[Opening Data for analysis section]
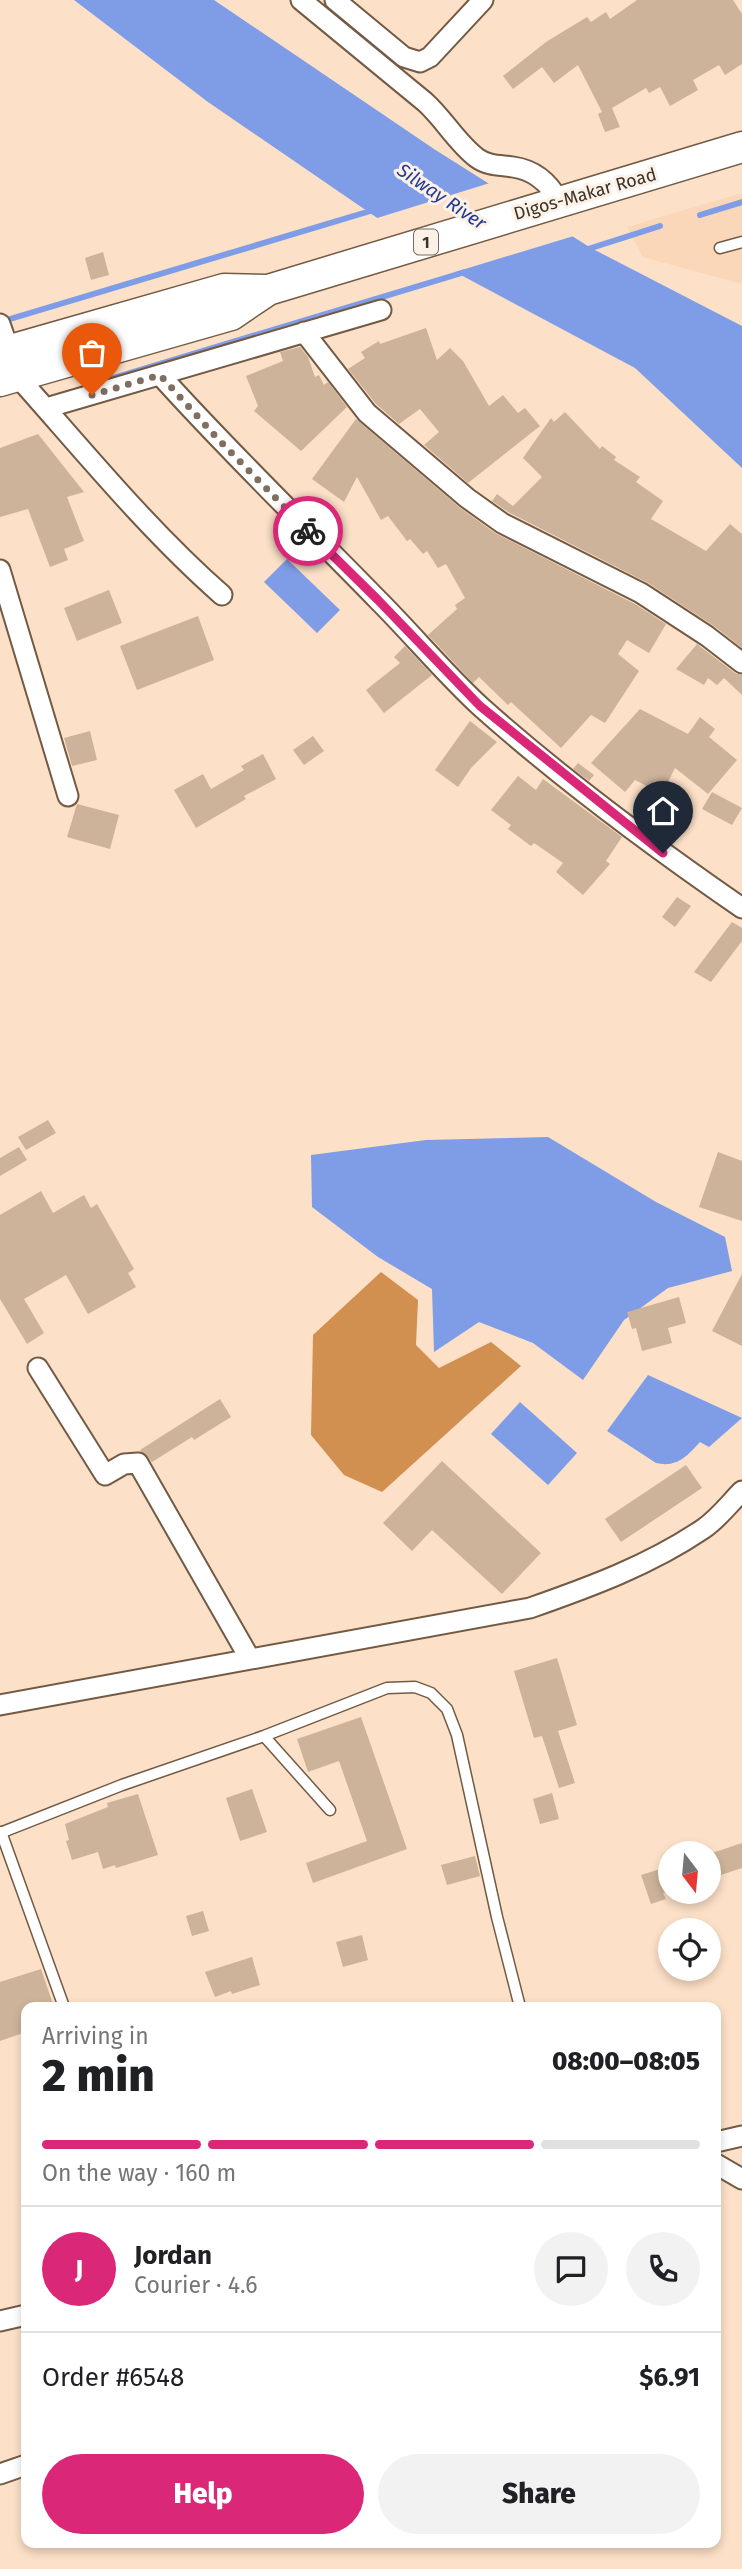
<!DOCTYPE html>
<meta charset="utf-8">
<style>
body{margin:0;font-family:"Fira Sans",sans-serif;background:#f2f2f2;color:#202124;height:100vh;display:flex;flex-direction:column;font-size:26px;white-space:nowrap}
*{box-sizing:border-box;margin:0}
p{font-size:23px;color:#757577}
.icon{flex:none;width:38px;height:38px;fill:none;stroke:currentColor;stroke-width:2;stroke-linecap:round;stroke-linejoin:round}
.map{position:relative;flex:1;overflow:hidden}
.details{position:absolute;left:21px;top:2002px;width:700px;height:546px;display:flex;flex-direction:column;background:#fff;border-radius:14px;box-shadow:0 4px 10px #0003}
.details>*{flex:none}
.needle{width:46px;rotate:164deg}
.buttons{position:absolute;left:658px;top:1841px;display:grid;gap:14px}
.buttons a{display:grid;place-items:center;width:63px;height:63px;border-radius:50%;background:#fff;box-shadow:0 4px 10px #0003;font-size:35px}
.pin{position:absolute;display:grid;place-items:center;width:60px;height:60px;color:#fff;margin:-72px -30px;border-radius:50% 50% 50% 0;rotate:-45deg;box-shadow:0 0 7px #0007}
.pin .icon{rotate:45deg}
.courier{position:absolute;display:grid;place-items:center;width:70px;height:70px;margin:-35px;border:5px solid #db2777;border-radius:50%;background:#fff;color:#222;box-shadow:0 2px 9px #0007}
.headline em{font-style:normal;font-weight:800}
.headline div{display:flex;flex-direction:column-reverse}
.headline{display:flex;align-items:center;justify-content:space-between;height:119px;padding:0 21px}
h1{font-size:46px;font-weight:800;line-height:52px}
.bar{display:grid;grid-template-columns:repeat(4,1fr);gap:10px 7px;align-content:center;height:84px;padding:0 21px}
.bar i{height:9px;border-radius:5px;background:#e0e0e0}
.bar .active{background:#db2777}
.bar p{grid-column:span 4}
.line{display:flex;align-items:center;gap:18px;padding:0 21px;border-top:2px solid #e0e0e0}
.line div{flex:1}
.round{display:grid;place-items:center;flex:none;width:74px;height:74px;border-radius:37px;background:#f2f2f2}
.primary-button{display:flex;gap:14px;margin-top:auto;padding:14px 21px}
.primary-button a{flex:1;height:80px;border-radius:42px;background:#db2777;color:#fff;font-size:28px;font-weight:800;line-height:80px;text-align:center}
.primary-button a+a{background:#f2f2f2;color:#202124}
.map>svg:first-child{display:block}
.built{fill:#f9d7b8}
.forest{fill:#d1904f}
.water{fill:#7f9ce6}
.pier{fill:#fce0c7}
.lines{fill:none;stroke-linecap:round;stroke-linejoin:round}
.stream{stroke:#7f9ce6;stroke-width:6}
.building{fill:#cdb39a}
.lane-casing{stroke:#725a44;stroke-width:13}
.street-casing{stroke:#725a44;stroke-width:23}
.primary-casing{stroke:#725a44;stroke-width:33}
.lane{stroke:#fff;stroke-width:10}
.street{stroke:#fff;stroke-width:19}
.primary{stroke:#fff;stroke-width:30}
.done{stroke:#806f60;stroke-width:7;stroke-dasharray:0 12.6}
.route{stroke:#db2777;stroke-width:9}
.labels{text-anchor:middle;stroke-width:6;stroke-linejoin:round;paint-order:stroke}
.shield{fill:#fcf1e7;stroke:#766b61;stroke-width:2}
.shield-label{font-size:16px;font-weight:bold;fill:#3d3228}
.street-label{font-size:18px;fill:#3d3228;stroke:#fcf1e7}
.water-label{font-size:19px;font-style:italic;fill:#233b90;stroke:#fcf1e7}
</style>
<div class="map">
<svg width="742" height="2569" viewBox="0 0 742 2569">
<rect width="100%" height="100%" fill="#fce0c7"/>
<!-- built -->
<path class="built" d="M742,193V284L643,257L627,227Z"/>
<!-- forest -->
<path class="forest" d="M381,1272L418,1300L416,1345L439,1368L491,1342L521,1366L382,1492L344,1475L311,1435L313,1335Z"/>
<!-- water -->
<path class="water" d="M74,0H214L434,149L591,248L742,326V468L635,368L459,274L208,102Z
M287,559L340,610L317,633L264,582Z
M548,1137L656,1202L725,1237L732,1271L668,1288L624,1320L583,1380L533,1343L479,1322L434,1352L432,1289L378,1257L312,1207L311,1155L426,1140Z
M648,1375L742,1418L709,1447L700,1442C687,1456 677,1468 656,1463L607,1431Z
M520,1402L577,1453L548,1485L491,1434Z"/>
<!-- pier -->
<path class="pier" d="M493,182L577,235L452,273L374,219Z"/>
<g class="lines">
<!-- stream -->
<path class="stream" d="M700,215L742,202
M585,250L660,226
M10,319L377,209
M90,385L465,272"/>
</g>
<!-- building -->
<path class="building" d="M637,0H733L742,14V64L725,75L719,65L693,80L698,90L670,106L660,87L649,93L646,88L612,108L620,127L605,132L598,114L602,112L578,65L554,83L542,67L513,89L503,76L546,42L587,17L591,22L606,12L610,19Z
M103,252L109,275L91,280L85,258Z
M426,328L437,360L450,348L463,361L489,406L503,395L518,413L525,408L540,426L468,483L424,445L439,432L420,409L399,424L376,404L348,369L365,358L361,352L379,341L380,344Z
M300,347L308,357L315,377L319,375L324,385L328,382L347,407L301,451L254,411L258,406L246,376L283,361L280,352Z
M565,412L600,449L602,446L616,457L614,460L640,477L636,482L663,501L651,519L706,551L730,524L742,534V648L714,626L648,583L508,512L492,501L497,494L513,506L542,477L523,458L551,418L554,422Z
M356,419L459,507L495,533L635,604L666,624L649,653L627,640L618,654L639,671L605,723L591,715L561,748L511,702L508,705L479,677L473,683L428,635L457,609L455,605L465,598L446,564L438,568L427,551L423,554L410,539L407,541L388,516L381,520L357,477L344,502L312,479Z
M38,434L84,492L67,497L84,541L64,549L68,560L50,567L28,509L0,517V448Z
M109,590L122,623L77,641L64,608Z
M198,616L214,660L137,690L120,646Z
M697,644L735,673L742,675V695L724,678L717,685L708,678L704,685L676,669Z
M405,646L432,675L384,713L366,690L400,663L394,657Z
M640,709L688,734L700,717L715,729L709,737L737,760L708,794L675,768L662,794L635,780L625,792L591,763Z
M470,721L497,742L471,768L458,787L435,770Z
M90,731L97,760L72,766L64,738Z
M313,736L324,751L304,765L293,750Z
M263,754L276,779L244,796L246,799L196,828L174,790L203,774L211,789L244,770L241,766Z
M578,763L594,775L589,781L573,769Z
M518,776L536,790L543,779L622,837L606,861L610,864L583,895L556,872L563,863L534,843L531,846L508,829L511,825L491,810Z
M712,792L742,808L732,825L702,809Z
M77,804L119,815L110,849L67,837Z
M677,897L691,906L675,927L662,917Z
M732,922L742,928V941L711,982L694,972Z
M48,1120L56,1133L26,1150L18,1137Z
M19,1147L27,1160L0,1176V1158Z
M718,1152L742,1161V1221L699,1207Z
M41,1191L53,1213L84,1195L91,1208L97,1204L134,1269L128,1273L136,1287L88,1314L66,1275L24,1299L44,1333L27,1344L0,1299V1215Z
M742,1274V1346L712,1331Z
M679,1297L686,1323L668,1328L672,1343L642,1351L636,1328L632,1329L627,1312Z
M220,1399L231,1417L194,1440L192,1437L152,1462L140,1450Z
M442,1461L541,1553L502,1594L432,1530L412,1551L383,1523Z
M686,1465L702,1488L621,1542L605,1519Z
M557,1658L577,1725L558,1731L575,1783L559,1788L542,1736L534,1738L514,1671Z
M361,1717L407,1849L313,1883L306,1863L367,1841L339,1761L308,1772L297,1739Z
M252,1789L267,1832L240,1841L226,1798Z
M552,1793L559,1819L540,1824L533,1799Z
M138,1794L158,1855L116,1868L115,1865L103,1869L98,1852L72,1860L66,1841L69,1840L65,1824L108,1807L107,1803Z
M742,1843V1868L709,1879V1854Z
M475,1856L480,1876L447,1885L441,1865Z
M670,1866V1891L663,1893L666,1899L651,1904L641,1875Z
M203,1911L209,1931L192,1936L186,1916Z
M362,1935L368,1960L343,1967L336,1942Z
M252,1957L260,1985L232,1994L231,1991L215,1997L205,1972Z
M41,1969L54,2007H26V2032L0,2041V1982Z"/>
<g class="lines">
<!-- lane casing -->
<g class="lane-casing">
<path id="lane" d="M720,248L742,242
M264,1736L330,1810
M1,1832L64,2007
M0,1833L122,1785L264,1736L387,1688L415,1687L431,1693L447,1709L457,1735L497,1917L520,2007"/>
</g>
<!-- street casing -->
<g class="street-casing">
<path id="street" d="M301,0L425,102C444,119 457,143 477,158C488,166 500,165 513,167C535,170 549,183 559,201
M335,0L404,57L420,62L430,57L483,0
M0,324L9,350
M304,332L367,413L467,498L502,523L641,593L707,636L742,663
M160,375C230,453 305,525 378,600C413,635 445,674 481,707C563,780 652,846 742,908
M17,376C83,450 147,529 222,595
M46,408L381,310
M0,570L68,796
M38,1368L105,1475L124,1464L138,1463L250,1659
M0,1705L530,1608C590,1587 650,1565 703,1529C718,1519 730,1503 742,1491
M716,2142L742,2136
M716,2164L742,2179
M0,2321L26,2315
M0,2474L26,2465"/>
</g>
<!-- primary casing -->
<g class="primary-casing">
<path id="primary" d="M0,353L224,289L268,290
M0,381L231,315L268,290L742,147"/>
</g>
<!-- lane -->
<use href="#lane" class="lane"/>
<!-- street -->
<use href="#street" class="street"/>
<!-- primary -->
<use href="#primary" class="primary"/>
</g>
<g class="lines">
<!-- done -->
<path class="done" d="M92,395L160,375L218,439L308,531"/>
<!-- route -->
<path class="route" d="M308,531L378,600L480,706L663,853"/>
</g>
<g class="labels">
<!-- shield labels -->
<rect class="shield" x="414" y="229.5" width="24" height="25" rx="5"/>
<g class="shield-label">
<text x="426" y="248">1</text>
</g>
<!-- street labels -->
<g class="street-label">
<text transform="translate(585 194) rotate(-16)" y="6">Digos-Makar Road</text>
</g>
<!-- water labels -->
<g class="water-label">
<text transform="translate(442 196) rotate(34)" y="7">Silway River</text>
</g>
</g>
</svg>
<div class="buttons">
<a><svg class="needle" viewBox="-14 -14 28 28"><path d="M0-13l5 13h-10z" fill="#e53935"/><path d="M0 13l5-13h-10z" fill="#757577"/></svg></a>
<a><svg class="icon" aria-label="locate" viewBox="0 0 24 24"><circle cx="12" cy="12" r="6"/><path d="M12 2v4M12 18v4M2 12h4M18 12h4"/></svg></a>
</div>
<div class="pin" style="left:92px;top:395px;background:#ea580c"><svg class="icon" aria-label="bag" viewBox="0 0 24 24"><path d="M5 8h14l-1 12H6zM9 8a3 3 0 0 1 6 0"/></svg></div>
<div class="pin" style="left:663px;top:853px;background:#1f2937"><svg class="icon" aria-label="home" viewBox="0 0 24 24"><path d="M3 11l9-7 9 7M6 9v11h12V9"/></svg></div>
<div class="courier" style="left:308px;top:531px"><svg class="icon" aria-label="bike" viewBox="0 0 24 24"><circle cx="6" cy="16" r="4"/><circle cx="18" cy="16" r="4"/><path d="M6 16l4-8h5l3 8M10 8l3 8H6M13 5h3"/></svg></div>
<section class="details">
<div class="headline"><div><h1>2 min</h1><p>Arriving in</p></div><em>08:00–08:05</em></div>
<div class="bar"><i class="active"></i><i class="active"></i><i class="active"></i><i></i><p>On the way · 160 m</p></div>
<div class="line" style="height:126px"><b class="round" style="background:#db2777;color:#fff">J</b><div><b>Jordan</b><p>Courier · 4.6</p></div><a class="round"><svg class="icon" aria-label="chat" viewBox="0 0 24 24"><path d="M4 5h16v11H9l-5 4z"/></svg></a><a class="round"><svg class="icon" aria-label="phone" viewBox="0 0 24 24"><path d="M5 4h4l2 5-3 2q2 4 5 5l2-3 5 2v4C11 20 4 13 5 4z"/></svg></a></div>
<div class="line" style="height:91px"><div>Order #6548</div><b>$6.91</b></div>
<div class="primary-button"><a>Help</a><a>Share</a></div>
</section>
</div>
[Closing Data for analysis section]
## Problem statement
Looking at the records above, return exactly the lines from the line with "M716,2164L742,2179" to the line with "way · 160 m</p></div>", both ends included.

## Answer for the task
M716,2164L742,2179
M0,2321L26,2315
M0,2474L26,2465"/>
</g>
<!-- primary casing -->
<g class="primary-casing">
<path id="primary" d="M0,353L224,289L268,290
M0,381L231,315L268,290L742,147"/>
</g>
<!-- lane -->
<use href="#lane" class="lane"/>
<!-- street -->
<use href="#street" class="street"/>
<!-- primary -->
<use href="#primary" class="primary"/>
</g>
<g class="lines">
<!-- done -->
<path class="done" d="M92,395L160,375L218,439L308,531"/>
<!-- route -->
<path class="route" d="M308,531L378,600L480,706L663,853"/>
</g>
<g class="labels">
<!-- shield labels -->
<rect class="shield" x="414" y="229.5" width="24" height="25" rx="5"/>
<g class="shield-label">
<text x="426" y="248">1</text>
</g>
<!-- street labels -->
<g class="street-label">
<text transform="translate(585 194) rotate(-16)" y="6">Digos-Makar Road</text>
</g>
<!-- water labels -->
<g class="water-label">
<text transform="translate(442 196) rotate(34)" y="7">Silway River</text>
</g>
</g>
</svg>
<div class="buttons">
<a><svg class="needle" viewBox="-14 -14 28 28"><path d="M0-13l5 13h-10z" fill="#e53935"/><path d="M0 13l5-13h-10z" fill="#757577"/></svg></a>
<a><svg class="icon" aria-label="locate" viewBox="0 0 24 24"><circle cx="12" cy="12" r="6"/><path d="M12 2v4M12 18v4M2 12h4M18 12h4"/></svg></a>
</div>
<div class="pin" style="left:92px;top:395px;background:#ea580c"><svg class="icon" aria-label="bag" viewBox="0 0 24 24"><path d="M5 8h14l-1 12H6zM9 8a3 3 0 0 1 6 0"/></svg></div>
<div class="pin" style="left:663px;top:853px;background:#1f2937"><svg class="icon" aria-label="home" viewBox="0 0 24 24"><path d="M3 11l9-7 9 7M6 9v11h12V9"/></svg></div>
<div class="courier" style="left:308px;top:531px"><svg class="icon" aria-label="bike" viewBox="0 0 24 24"><circle cx="6" cy="16" r="4"/><circle cx="18" cy="16" r="4"/><path d="M6 16l4-8h5l3 8M10 8l3 8H6M13 5h3"/></svg></div>
<section class="details">
<div class="headline"><div><h1>2 min</h1><p>Arriving in</p></div><em>08:00–08:05</em></div>
<div class="bar"><i class="active"></i><i class="active"></i><i class="active"></i><i></i><p>On the way · 160 m</p></div>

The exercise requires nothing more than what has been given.